── Source records ──

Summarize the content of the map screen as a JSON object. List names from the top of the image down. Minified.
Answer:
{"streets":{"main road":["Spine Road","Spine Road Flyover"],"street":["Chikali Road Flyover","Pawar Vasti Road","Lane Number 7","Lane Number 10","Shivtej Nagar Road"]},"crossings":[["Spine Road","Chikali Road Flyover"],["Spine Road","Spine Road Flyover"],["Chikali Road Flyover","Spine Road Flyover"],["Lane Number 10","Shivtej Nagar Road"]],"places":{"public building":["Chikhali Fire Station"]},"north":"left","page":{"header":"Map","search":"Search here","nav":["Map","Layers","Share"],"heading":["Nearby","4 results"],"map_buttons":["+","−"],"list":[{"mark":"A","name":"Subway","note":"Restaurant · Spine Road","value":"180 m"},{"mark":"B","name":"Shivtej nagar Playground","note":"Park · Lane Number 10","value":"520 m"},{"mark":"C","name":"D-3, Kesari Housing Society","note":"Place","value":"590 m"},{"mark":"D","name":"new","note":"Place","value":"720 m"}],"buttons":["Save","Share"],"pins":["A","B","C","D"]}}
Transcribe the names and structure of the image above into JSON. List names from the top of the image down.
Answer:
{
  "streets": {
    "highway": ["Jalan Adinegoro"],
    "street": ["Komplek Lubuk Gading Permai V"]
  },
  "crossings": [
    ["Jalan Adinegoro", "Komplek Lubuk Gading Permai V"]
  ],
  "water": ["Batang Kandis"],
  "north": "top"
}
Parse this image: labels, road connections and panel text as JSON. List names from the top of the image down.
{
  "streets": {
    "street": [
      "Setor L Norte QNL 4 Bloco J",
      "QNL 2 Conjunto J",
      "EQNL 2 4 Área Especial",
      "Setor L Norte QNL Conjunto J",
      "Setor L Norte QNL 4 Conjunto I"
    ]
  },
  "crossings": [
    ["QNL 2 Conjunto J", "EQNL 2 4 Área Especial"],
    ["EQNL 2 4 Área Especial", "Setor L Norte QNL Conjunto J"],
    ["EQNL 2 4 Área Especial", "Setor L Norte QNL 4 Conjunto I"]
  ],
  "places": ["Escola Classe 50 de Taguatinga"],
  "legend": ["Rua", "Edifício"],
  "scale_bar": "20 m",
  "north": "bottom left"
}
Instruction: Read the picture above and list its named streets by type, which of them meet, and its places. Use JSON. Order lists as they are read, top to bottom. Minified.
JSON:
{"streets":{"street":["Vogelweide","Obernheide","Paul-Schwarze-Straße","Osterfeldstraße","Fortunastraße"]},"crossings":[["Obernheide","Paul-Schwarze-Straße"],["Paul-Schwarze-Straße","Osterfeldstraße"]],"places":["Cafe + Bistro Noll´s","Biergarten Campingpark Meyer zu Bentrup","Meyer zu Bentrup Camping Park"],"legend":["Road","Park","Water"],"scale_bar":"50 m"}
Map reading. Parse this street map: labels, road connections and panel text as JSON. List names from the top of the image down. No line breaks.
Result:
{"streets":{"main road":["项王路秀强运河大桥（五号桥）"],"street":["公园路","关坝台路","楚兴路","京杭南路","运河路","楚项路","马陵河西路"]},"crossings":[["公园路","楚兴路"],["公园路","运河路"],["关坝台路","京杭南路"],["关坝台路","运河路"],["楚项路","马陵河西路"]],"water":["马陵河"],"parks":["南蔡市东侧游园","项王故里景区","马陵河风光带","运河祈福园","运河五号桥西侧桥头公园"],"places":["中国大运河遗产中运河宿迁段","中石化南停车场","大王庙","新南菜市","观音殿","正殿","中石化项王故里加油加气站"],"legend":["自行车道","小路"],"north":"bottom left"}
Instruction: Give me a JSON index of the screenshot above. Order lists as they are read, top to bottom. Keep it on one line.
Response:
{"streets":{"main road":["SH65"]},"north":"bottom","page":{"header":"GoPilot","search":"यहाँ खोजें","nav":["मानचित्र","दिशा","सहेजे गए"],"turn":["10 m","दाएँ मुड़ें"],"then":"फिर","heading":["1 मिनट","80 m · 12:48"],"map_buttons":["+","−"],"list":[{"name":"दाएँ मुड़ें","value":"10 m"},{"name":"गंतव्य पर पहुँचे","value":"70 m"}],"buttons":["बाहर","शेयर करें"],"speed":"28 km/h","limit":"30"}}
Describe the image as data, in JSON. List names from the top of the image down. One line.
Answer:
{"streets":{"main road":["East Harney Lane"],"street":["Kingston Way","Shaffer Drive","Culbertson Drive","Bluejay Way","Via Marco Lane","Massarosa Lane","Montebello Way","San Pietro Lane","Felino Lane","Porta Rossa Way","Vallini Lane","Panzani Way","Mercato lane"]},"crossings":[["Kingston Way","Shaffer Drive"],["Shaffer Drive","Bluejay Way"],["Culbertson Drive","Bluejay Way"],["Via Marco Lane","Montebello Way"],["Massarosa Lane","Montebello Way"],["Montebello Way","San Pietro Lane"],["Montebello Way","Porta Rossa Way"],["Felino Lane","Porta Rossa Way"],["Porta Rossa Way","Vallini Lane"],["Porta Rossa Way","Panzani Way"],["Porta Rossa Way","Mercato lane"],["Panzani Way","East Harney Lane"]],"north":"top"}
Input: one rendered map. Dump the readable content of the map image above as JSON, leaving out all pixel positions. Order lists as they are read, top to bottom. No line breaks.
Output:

───

Reproduce each line of the records in which "Minified" appears.

Summarize the content of the map screen as a JSON object. List names from the top of the image down. Minified.
Instruction: Read the picture above and list its named streets by type, which of them meet, and its places. Use JSON. Order lists as they are read, top to bottom. Minified.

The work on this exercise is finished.